Albany, June 22, 2017 – Thirty years ago, Leslie Bogucki began teaching Jump Rope for Heart as part of her P.E. curriculum.
TODAY, THURSDAY, JUNE 22, at 9 a.m. at Albany School of Humanities, 108 Whitehall Road, Albany, The American Heart Association and the City School District of Albany honored her for 30 years of teaching Jump Rope for Heart. The recognition preceded the school’s 6th grade graduation.
“We can’t thank Leslie enough for her commitment to the children in the ASH community,” said Kathy Lanni, chief community officer at SEFCU and chair of the Capital Region Advisory Board of the American Heart Association. “One-third of New York’s children are overweight or obese, putting them at high risk for heart disease or stroke later in life. By engaging them in a fun activity like jump rope, Leslie has taught generations of children that exercise is fun, increasing their chances of living longer, healthier lives.”
“Like all great teachers, Leslie Bogucki makes learning fun.
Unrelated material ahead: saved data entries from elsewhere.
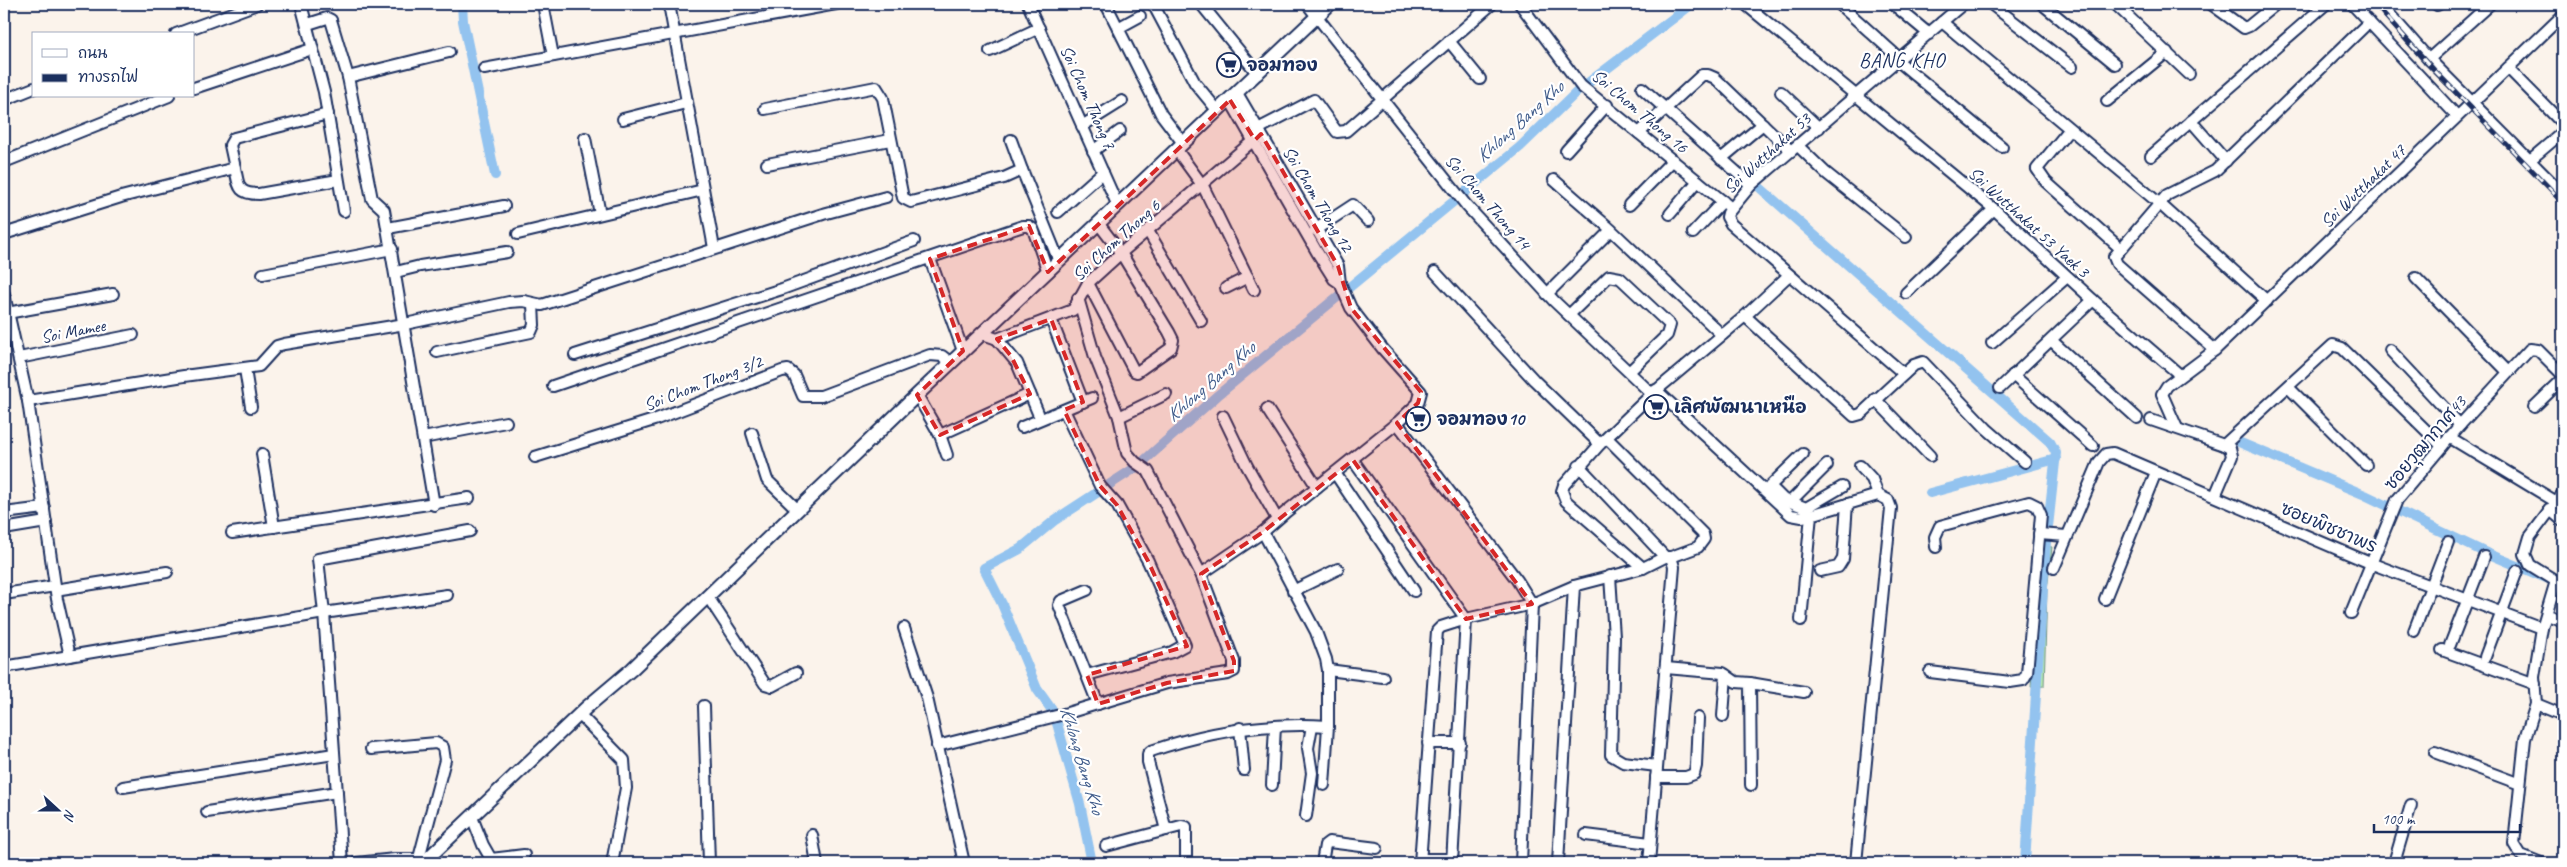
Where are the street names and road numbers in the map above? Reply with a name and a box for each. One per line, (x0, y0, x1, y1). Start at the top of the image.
street label: Soi Chom Thong 7 (1055, 42, 1121, 153)
street label: Soi Chom Thong 16 (1587, 64, 1693, 158)
street label: Soi Wutthakat 53 (1719, 107, 1817, 198)
street label: Soi Wutthakat 47 (2316, 139, 2411, 232)
street label: Soi Chom Thong 12 (1278, 142, 1359, 257)
street label: Soi Chom Thong 14 (1441, 150, 1537, 256)
street label: Soi Wutthakat 53 Yaek 3 (1964, 162, 2096, 283)
street label: Soi Chom Thong 6 (1067, 194, 1165, 285)
street label: Soi Mamee (39, 314, 108, 348)
street label: Soi Chom Thong 3/2 (641, 350, 767, 416)
street label: ซอยวุฒากาศ43 (2379, 390, 2474, 496)
street label: ซอยพิชชาพร (2277, 497, 2381, 557)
She gets even the most reluctant students excited about exercising and being healthy, and her work with the Heart Association is just one example of how she motivates kids to help the community while they help themselves,” said Kimberly Young Wilkins, interim superintendent of the City School District of Albany.
“Leslie Bogucki is a fixture at Albany School of Humanities, and her passion to engage students in health and fitness permeates everything she does. Jump Rope for Heart is one activity that Ms. Bogucki always finds time to champion, and the school community looks forward to it every year. Ms. Bogucki leads the charge to inform students of healthy practices and encourages them to help others,” said C. Fred Engelhardt Jr., principal at Albany School of Humanities.
Our mission is to be a relentless force for a world of longer, healthier lives. For nearly 100 years, we’ve been fighting heart disease and stroke, striving to save and improve lives. Heart disease is the No. 1 killer worldwide, and stroke ranks second globally. Even when those conditions don’t result in death, they cause disability and diminish quality of life. We want to see a world free of cardiovascular diseases and stroke.